From the line below that contains "position:absolute; right:12px; bottom:12px;" to the line that contains "background:#1a73e8; border-color:#fff; box-shadow:0", repeat every line exactly, both ends included, and nothing else.
---------- SUPPLIED RECORDS ----------
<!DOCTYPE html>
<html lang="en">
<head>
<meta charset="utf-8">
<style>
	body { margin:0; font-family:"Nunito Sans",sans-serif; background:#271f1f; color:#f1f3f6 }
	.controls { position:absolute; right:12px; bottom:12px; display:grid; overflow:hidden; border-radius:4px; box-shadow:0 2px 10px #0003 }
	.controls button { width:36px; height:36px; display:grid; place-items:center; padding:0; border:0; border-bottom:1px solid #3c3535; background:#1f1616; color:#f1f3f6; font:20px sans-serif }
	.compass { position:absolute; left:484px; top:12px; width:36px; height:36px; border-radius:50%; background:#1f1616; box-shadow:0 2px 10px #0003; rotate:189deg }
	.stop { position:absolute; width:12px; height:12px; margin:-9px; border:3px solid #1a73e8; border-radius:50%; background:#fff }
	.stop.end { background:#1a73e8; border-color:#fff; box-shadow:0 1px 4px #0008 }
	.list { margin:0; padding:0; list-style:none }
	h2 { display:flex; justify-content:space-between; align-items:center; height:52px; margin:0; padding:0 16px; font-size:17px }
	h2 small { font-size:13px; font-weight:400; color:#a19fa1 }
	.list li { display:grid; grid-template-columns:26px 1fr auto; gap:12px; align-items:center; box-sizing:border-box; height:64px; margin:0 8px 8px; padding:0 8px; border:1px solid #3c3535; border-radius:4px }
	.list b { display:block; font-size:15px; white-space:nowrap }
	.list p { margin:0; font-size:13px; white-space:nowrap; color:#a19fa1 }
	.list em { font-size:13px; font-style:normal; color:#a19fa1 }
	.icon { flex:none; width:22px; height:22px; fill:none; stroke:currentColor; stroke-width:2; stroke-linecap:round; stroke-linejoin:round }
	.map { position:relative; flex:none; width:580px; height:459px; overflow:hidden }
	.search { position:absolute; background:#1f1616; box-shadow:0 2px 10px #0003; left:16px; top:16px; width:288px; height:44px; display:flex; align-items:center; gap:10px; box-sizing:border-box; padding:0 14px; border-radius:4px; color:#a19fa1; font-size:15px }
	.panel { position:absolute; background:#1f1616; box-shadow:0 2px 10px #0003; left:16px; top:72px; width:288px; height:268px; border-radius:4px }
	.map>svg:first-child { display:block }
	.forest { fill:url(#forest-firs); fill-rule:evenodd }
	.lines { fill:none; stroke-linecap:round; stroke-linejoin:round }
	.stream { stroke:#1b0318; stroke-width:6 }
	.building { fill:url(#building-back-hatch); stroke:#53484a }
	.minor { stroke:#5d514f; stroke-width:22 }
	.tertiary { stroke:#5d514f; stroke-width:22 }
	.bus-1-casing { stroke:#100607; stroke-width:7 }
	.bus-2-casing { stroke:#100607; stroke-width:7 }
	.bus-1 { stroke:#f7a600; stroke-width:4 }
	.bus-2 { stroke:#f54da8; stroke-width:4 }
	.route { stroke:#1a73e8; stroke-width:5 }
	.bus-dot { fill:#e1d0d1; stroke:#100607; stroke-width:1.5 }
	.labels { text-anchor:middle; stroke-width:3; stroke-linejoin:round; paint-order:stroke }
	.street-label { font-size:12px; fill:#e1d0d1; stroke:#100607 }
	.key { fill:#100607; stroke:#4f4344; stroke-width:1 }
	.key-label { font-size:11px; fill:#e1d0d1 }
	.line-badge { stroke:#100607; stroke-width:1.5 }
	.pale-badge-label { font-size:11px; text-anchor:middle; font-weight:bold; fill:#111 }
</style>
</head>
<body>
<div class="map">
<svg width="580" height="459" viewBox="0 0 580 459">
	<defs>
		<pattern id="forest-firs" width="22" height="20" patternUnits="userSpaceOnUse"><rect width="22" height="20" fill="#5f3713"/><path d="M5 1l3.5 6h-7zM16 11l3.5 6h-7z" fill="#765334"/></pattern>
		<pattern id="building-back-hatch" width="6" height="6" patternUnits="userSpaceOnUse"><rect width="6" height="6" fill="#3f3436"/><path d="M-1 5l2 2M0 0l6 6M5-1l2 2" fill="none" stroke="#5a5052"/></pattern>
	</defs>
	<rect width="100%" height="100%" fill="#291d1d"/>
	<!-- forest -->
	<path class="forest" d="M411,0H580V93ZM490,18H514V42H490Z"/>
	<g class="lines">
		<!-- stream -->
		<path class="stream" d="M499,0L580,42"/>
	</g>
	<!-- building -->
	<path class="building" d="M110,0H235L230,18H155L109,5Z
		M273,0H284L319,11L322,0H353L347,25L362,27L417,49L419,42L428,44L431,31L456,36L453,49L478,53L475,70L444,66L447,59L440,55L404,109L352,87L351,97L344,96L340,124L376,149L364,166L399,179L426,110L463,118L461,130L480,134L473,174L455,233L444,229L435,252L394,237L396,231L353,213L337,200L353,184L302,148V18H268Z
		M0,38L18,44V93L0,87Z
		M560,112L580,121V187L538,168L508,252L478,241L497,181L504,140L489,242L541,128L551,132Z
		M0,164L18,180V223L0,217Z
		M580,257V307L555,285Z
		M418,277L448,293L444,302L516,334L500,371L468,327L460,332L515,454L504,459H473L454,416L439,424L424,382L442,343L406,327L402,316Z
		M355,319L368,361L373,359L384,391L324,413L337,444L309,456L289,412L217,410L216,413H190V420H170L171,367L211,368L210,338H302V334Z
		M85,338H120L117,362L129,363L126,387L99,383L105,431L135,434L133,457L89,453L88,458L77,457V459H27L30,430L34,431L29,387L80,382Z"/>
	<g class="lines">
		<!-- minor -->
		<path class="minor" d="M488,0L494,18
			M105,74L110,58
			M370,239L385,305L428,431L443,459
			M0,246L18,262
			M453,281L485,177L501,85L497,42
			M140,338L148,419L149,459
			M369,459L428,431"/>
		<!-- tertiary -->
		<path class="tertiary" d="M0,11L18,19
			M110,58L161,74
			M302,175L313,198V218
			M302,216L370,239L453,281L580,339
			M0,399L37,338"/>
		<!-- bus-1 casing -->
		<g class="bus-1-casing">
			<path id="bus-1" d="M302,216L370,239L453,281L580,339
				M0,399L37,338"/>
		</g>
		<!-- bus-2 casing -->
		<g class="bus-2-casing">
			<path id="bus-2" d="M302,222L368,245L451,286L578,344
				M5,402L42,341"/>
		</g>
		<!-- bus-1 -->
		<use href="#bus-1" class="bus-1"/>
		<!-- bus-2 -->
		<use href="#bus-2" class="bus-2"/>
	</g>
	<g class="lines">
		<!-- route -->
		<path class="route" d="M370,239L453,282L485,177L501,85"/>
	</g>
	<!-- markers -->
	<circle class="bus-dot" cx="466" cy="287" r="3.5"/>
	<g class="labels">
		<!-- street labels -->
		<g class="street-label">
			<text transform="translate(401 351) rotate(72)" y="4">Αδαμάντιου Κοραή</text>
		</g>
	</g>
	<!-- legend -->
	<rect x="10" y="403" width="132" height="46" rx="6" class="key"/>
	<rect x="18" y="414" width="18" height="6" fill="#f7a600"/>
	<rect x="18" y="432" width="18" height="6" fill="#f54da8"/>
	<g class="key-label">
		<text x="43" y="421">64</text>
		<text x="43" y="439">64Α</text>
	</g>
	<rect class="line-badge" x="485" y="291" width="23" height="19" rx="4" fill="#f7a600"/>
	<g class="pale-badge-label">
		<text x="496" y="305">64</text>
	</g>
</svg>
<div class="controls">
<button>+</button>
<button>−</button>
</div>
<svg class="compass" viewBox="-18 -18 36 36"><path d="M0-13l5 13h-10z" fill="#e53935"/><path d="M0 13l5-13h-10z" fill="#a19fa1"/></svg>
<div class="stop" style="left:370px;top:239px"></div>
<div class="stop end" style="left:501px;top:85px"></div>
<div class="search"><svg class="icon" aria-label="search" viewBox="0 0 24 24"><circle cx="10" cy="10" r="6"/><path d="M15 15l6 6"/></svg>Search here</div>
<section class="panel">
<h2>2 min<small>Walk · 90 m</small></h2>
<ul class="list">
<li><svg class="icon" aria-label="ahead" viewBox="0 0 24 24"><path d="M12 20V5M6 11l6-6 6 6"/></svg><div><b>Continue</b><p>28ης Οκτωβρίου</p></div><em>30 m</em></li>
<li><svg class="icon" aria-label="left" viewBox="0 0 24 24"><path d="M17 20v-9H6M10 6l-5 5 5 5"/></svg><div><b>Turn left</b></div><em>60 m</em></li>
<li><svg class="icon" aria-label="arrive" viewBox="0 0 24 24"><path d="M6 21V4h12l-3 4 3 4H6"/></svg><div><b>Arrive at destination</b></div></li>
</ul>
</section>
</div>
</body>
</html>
----------
• [RESPONSE]:
	.controls { position:absolute; right:12px; bottom:12px; display:grid; overflow:hidden; border-radius:4px; box-shadow:0 2px 10px #0003 }
	.controls button { width:36px; height:36px; display:grid; place-items:center; padding:0; border:0; border-bottom:1px solid #3c3535; background:#1f1616; color:#f1f3f6; font:20px sans-serif }
	.compass { position:absolute; left:484px; top:12px; width:36px; height:36px; border-radius:50%; background:#1f1616; box-shadow:0 2px 10px #0003; rotate:189deg }
	.stop { position:absolute; width:12px; height:12px; margin:-9px; border:3px solid #1a73e8; border-radius:50%; background:#fff }
	.stop.end { background:#1a73e8; border-color:#fff; box-shadow:0 1px 4px #0008 }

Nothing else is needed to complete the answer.